I sell the kids short too often, assuming that I need to come up with another activity over and over to keep their attention.  Maybe the reality is I come up with things for them to do that they don’t love or that they get the point of very quickly.  To paraphrase my husband, kids don’t have short attention spans.  They pay attention to something for as long as their brains can handle being focused only on it before needing a break.  The activity seems to be kept it in the back of their mind until the new they learned has settled and they’re ready for more.  Mischief’s brain could handle something she wanted to do for an hour before she needed time for that lesson to settle while she did something else.

That something else also was time consuming.  She wrote all the names of the Disney princesses on separate sheets of paper and stapled them together to make a book.  I helped her spell and she diligently printed the letters.  After she finished the first book, I was informed that we were going to make five because she’s five years old.  It felt tedious to me, but for her it was practice at both focusing on writing for a long period of time, and a way to incorporate something she loves into her day.  This was another hour spent on one thing.  I thought about asking if she wanted to break for snack at one point, it was when she normally eats after all.  However, I realized that I would be annoyed if I were doing something I cared about that deeply and someone kept interrupting me.  I decided to let her work.  She meticulously wrote and stapled until she had her books made.  There was so much pride in her eyes as she read them to me one by one.

This has been the benefit for me of homeschooling.  I’m learning more about my children’s abilities than I feel like they are from me.  I learned today to let them set their own pace and trust in their own abilities.  I could dictate everything we do all day, but as long as she picks something within the bounds of play-learning (i.e. not a day of TV), why stop her?  I need to trust that she will pay attention to the things that she gets some form of learning out of even if I can’t always see what that is.  I need to trust in her attention to details.  I need to be willing to be taught about concentration by my child.


My kids live a play-heavy life.  They make up dances and shows, build trains and play pretend.  Both of them have baby dolls that they carry around and are ‘raised’ by their respective parent-child.  I want them to be able to make up games and stories and play the way they want to.  As part of this, I’m fairly free-range when it comes to watching over them in the house.  The bathrooms stay locked, mainly so Mayhem can’t flood them (again), but they have free access to the upstairs.  It means that sometimes their rooms are totally and utterly destroyed and they mess up stuff in my room.
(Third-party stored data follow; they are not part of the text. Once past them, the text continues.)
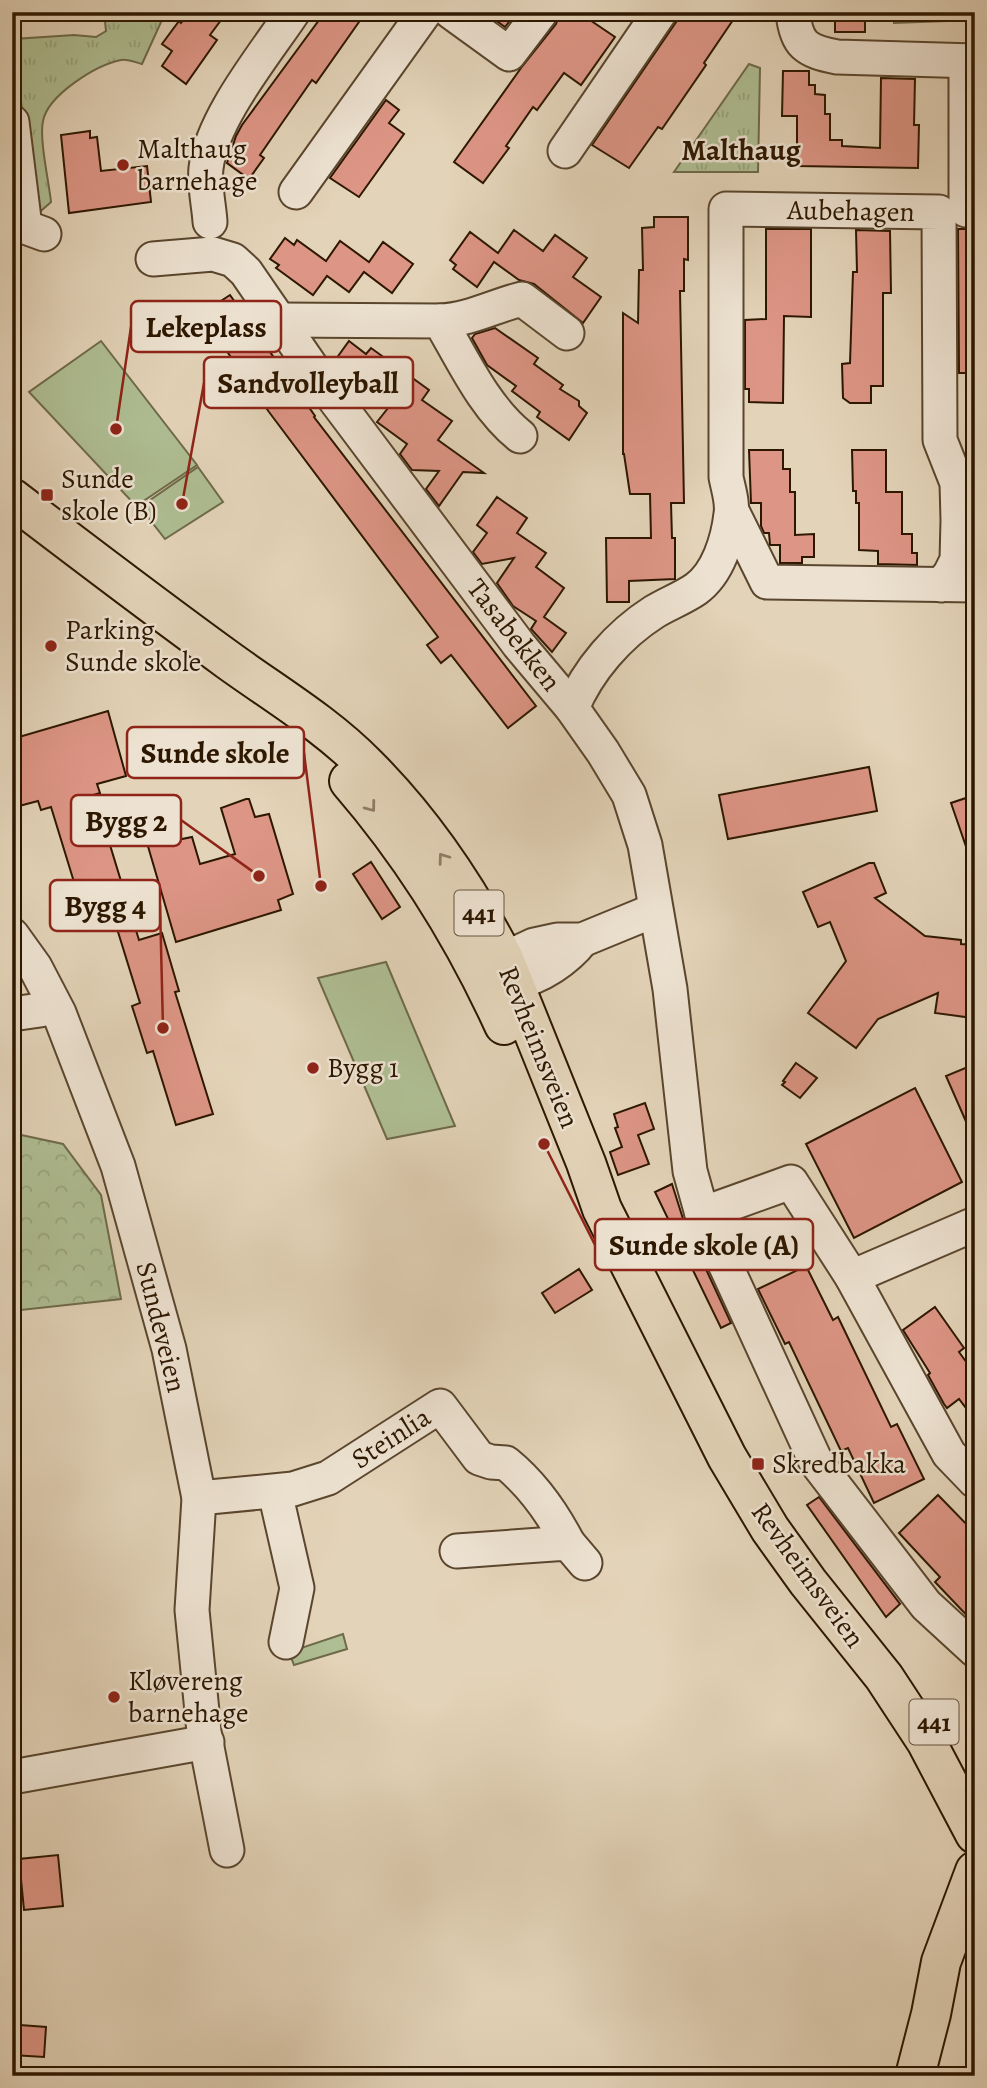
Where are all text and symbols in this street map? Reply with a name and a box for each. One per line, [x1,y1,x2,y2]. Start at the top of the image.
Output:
place label: Malthaug barnehage [137,130,257,200]
district label: Malthaug [681,130,802,170]
marker: Malthaug barnehage [115,157,131,173]
street label: Aubehagen [786,191,915,231]
callout: Lekeplass [131,301,281,352]
text: Lekeplass [145,307,267,347]
callout: Sandvolleyball [204,357,413,408]
text: Sandvolleyball [217,363,399,403]
place label: Sunde skole (B) [61,460,157,530]
marker: Sunde skole (B) [39,487,55,503]
street label: Tasabekken [458,571,570,699]
place label: Parking Sunde skole [65,611,201,681]
marker: Parking Sunde skole [43,638,59,654]
callout: Sunde skole [127,727,304,778]
text: Sunde skole [140,733,290,773]
callout: Bygg 2 [71,795,181,846]
one-way arrow [362,800,375,812]
text: Bygg 2 [85,801,168,841]
one-way arrow [439,853,451,865]
callout: Bygg 4 [50,880,160,931]
text: Bygg 4 [64,886,146,926]
road number: 441 [454,890,504,936]
street label: Revheimsveien [489,960,589,1134]
place label: Bygg 1 [327,1049,399,1087]
marker: Bygg 1 [305,1060,321,1076]
callout: Sunde skole (A) [595,1219,813,1270]
text: Sunde skole (A) [609,1225,799,1265]
street label: Sundeveien [126,1258,196,1396]
street label: Steinlia [344,1398,438,1478]
place label: Skredbakka [772,1445,906,1483]
marker: Skredbakka [750,1456,766,1472]
street label: Revheimsveien [742,1494,874,1656]
place label: Kløvereng barnehage [128,1662,248,1732]
marker: Kløvereng barnehage [106,1689,122,1705]
road number: 441 [909,1700,958,1744]

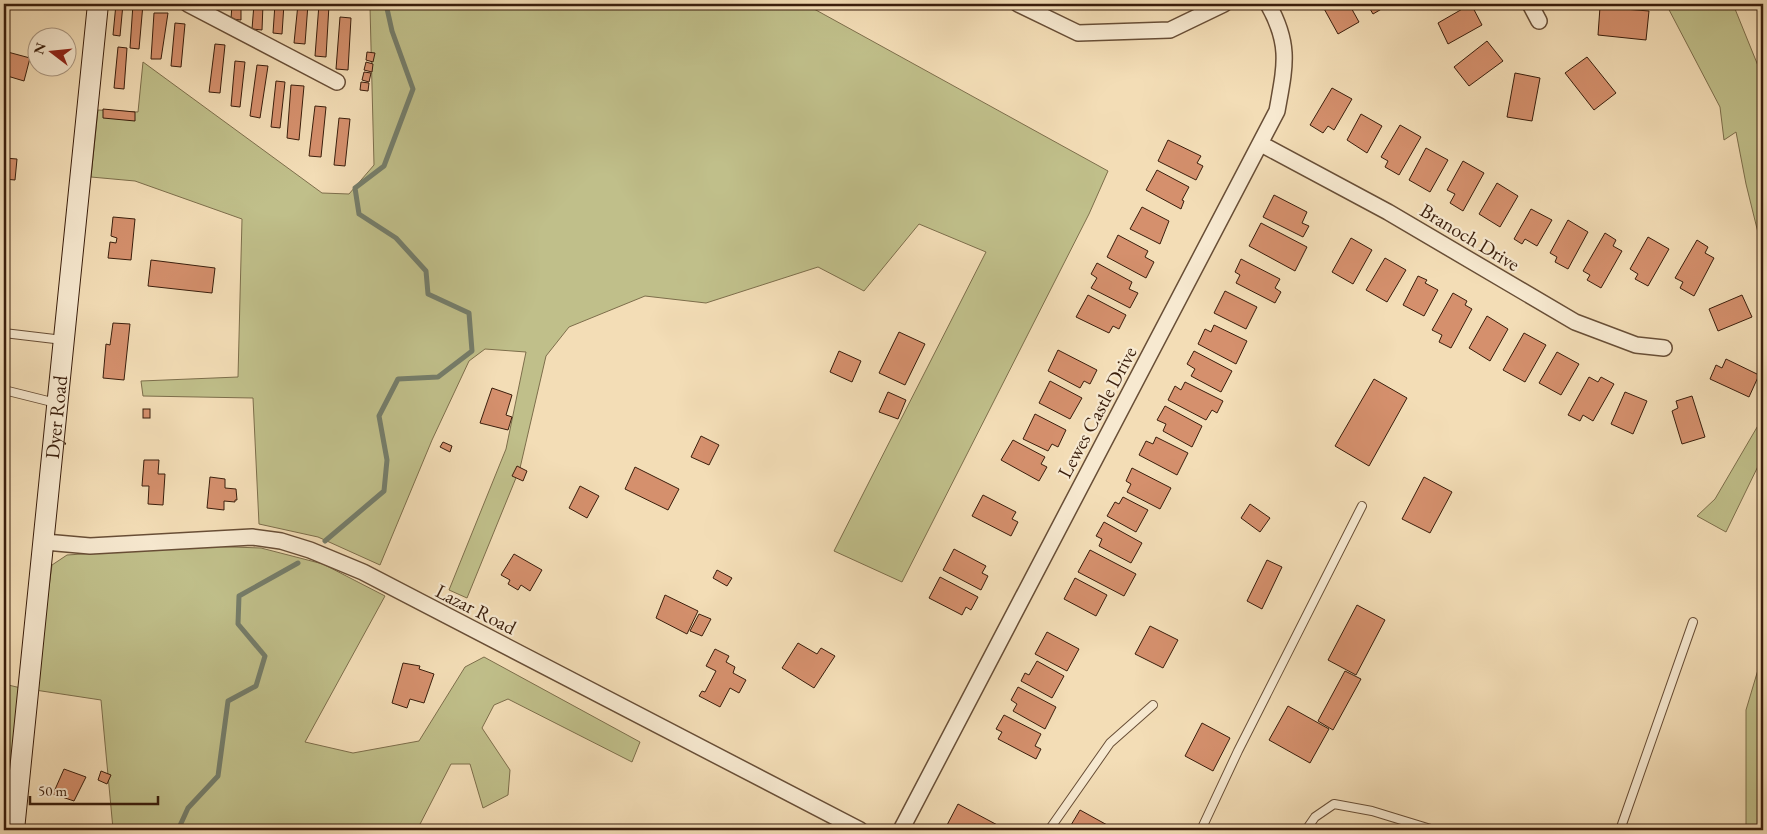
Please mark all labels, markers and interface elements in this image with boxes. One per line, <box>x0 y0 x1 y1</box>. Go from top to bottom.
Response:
north arrow <box>28 28 78 78</box>
text: N <box>29 40 50 56</box>
street label: Branoch Drive <box>1415 197 1525 277</box>
street label: Lewes Castle Drive <box>1051 342 1143 482</box>
street label: Dyer Road <box>39 373 73 460</box>
street label: Lazar Road <box>431 578 522 641</box>
scale bar <box>30 774 158 806</box>
text: 50 m <box>38 781 67 800</box>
However, it’s giving them time to figure out how and what they want to play.

Just yesterday, they went upstairs to play while I made dinner.  Twenty minutes after I sent them up, I went and checked on them.  (Yes, I let them play that long unsupervised.)  The had an entire story about a princess rescuing a dragon from a knight with Mischief as the princess and Mayhem as the knight.  The dragon was played by several different stuffed animals.  It’s not a game I would have come up with if I were directing what they were doing.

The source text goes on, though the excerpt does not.